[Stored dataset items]

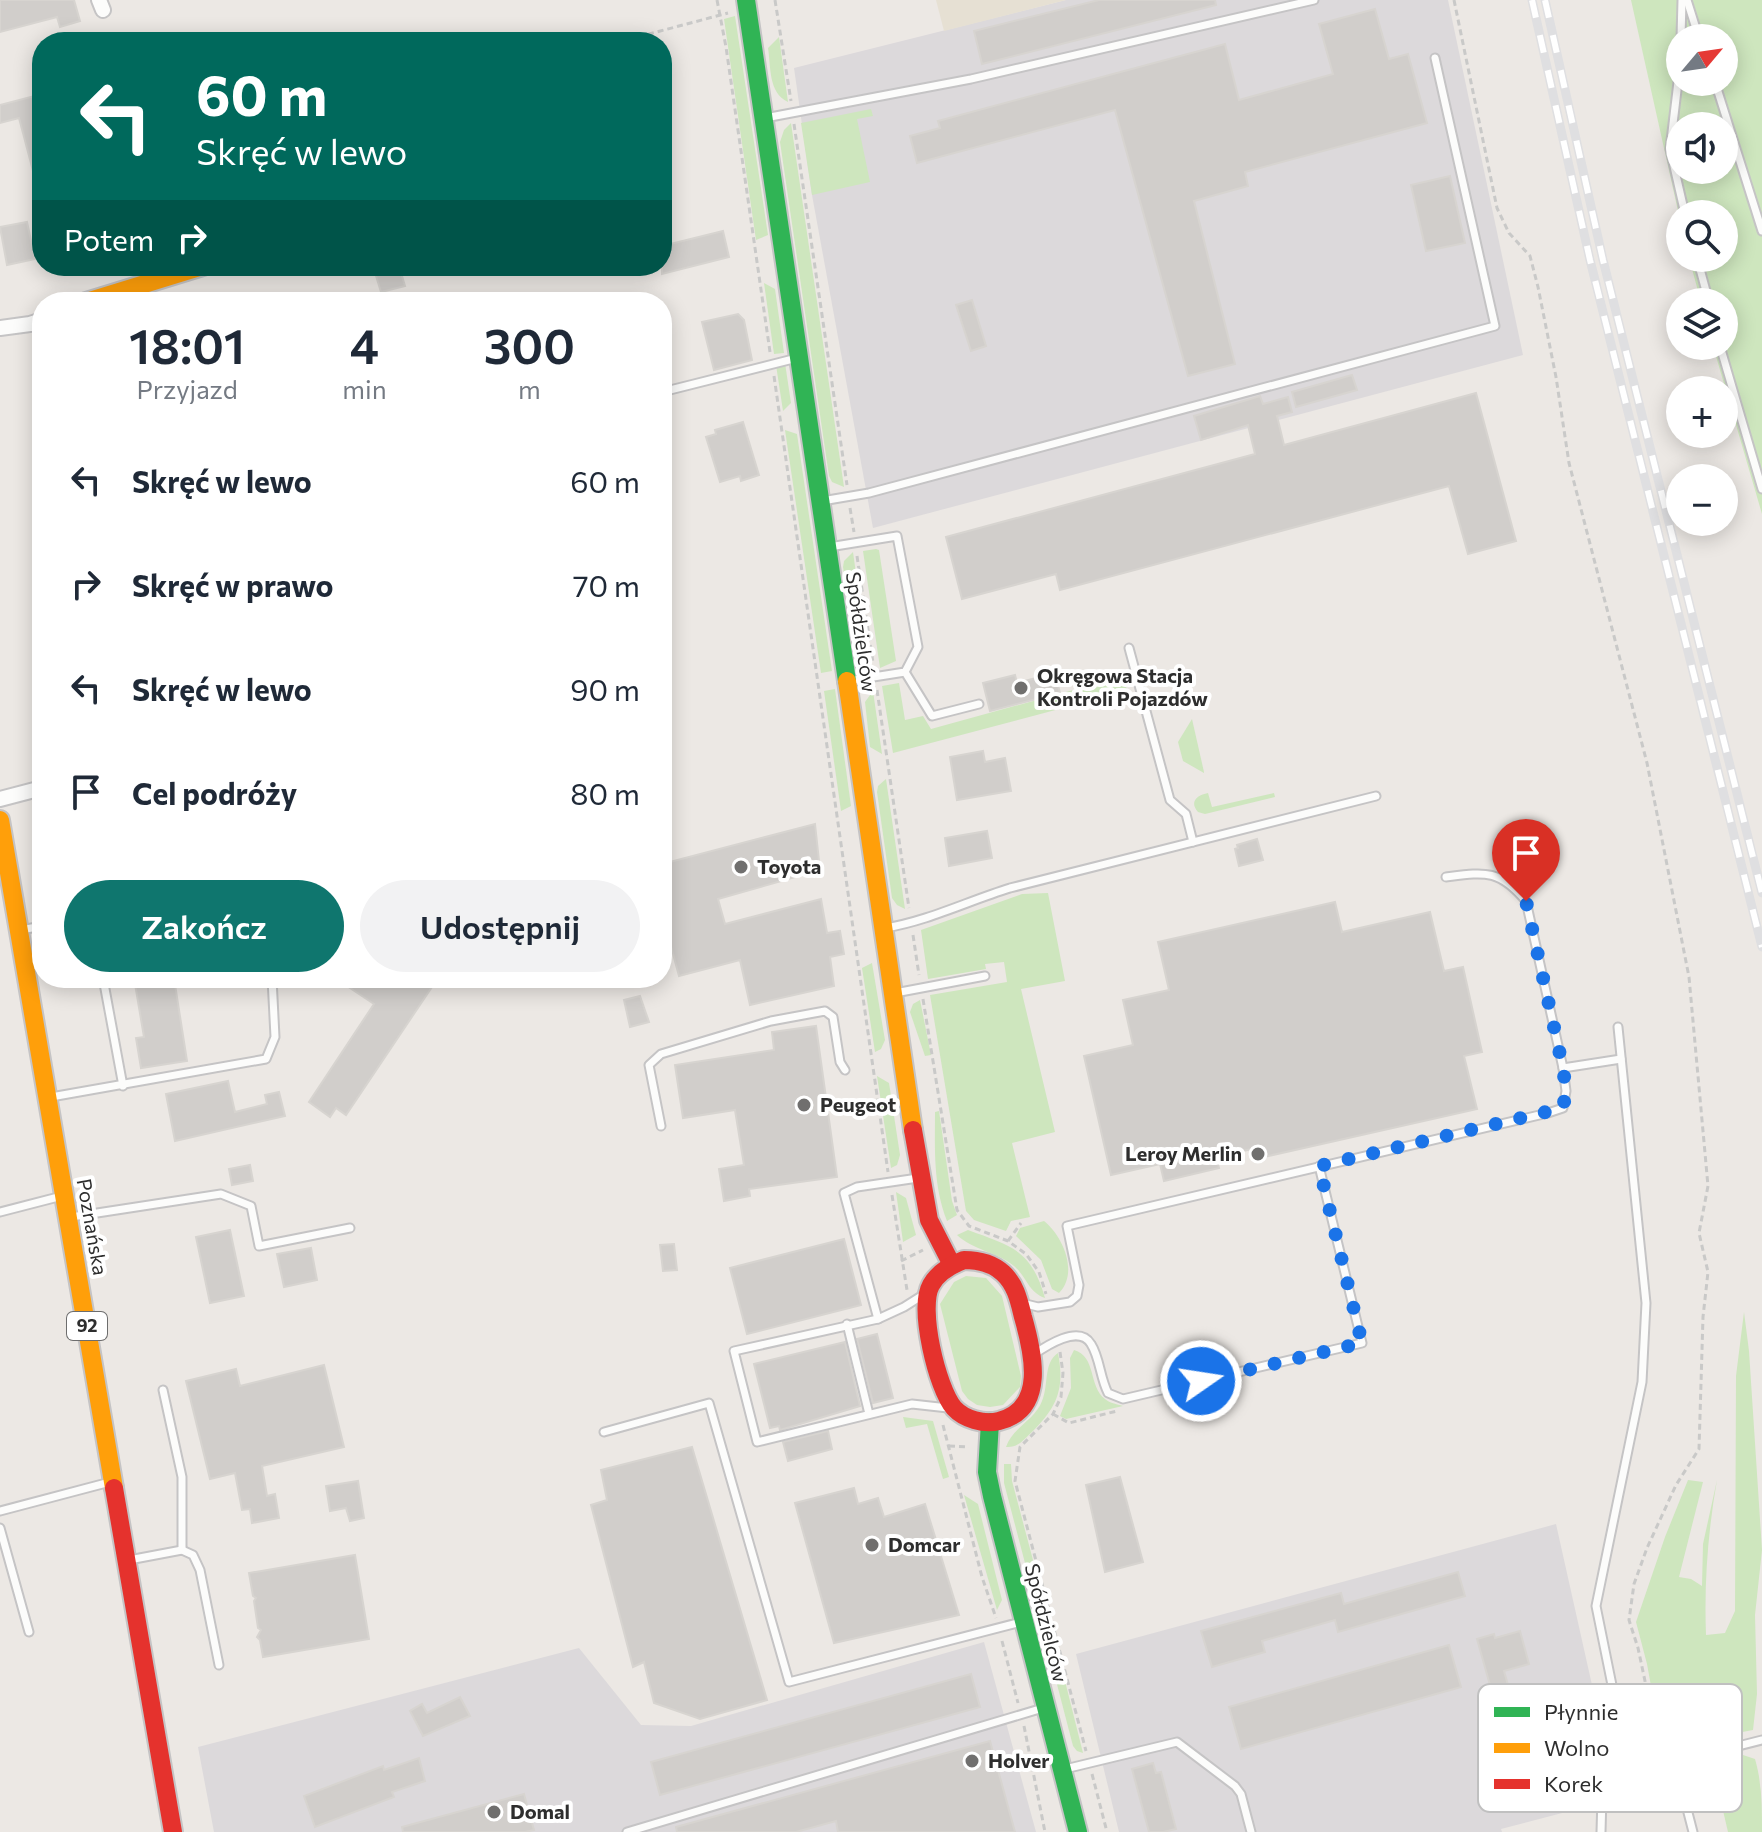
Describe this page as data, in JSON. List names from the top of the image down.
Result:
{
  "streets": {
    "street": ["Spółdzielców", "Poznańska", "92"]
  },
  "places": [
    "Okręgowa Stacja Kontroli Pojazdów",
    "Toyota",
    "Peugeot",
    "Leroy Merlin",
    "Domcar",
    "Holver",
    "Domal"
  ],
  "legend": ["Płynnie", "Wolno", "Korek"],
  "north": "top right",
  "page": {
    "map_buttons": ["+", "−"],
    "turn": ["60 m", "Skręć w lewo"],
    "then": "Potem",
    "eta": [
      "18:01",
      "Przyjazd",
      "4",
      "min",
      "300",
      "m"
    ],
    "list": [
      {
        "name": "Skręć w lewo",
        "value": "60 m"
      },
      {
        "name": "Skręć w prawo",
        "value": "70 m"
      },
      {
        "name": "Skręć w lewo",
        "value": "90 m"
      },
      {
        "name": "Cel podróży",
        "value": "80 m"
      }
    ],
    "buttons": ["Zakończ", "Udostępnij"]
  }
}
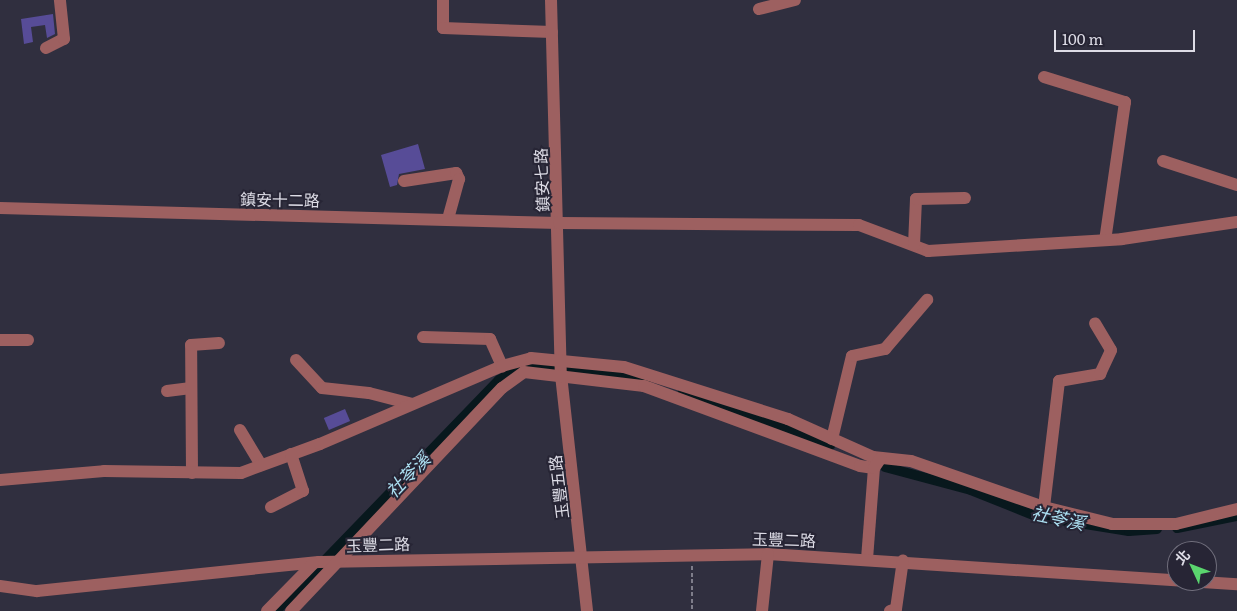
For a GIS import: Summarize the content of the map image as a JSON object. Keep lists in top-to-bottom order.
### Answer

* Your goal: Return, without any change, only the lines from the one containing "For a GIS import: Summarize" through the last line of the entries above.

* Worked solution:
For a GIS import: Summarize the content of the map image as a JSON object. Keep lists in top-to-bottom order.
### Answer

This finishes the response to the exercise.